José Antonio Galisteo García (born 24 February 1977 in Viladecans, Barcelona, Spain) is a Spanish singer. He was a contestant in the fifth season of the Spanish reality television series Operación Triunfo, where he placed finalist. He has since gone on to record a 2007 best-selling disc, Remember and a follow-up album in 2009 called Luces y Sombras, Wish (2013) and "I Believe in You" (2014)

==Biography==
Jose Galisteo, the second of three children in a working-class family, was passionate about music from an early age, began music studies at ten years old.

After completing his education in Viladecans Secondary school, Galisteo joined the military. After that he moved to Barcelona and worked as a vocalist in local acts and clubs for many years, before applying in May 2006 for the successful TV programme Operación Triunfo where he finished 6th.

In May 2007 he released his first album Remember containing 1980s and 1990s hit covers in English. Produced by the Spanish producers DaBruk and released on the record label Vale Music/Universal he released two singles, Promised Myself and Big in Japan. In 2008 he obtained the Garamond Prize for the best dance production album, in Madrid.

During the 2008 tour José Galisteo sang in more than one hundred Spanish cities and also some European cities like Lyon, Paris or Bern.

In November 2009 he launched his second studio album Luces y Sombras produced by DaBruk, Andreas Rickstrand (Sweden), Tony Sanchez-Ohlsson, and Kareem Junior (French DJ and producer), including 13 electro-pop songs and 3 remixes. The first single was Lógicamente No.

On 22 February 2010 he took part in the Spanish preselection to the Eurovision Song Contest Destino Oslo, La Gala de Eurovisión 2010 with the song Beautiful Life and finished 4th of the audience vote.

In April 2010 he launched the maxi single Beautiful Life with five tracks including some house remixes. The videoclip got 30.000 downloads in YouTube in 48 hours. The maxi single remained at TOP 5 iTunes for some weeks.

In November 2010 he launched the maxi single Mis Trampas with anvideoclip that got 20.000 downloads in 24 hours.

During the 2011 tour José Galisteo sang in some European cities like Helsinki and Bern, and his music began playing in some South America radio stations.

On 29 April 2013 he launched the single Wish, produced by himself in all digital platforms, placing TOP 5 iTunes.

On 11 September 2014 he launched the single and videoclip (with his sister as actress) I Believe in You, composed and produced by himself, placing TOP 10 iTunes for some days.
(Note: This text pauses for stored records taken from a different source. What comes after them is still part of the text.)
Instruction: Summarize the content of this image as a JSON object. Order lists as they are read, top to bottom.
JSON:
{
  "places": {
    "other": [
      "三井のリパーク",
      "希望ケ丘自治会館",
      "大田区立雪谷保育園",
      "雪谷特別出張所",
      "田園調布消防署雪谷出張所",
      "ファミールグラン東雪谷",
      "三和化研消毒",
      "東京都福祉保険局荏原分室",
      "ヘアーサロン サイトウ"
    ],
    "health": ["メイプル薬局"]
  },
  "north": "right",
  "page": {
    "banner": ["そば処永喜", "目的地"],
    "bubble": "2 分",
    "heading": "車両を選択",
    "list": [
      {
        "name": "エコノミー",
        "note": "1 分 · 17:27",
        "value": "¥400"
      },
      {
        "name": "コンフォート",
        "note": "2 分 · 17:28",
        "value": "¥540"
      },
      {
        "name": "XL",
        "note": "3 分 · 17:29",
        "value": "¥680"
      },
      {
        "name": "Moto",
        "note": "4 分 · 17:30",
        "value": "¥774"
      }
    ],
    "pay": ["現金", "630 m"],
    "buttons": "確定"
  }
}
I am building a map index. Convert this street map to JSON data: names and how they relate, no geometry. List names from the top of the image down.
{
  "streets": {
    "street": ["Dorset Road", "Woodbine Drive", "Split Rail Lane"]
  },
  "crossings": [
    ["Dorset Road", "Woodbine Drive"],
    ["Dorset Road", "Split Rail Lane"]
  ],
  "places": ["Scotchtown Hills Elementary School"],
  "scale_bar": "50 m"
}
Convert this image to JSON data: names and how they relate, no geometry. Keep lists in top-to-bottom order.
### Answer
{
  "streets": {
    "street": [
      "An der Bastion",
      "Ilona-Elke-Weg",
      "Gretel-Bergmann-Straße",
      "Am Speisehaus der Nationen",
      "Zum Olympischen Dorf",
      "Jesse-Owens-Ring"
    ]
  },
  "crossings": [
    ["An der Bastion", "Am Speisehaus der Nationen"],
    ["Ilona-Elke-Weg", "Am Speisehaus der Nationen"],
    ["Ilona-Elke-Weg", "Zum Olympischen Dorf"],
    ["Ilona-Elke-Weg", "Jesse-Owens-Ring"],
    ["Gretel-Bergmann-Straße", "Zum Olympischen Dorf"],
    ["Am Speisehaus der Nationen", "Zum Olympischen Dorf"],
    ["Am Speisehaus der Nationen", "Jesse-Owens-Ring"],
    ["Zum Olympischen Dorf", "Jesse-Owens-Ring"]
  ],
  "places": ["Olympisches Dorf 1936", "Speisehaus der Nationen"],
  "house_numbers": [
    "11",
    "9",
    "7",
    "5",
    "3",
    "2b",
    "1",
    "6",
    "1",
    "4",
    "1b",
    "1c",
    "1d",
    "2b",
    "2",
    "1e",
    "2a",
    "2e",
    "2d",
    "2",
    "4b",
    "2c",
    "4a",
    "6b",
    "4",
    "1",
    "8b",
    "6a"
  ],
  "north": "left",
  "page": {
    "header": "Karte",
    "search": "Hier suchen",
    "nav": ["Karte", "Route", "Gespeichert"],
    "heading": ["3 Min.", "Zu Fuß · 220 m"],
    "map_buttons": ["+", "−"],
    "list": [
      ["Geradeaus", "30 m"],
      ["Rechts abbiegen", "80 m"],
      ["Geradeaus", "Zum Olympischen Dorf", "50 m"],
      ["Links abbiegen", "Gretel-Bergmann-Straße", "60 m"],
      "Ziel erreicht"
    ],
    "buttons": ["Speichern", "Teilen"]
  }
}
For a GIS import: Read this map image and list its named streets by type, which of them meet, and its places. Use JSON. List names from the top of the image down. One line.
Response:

For the years 2015 and 2016 was the lead singer of the famous orchest “Expresiones Orquesta”

Actually Jose Galisteo has his own events and djs company “Barcelona Deejays”.

==Discography==

===Albums===
- 2007: Remember (Vale Music/Universal)
1. What is Love (Haddaway cover)
2. Relight My Fire (A duo with Saray)
3. I Promised Myself (Nick Kamen cover)
4. Big in Japan (Alphaville cover)
5. Please Don't Go (KC and the Sunshine Band cover)
6. Running in the Family (Level 42 cover)
7. Enola Gay (Orchestral Manoeuvres in the Dark cover)
8. Torture (The Jacksons cover)
9. Together Forever (Rick Astley cover)
10. Don't Leave Me This Way (The Communards cover)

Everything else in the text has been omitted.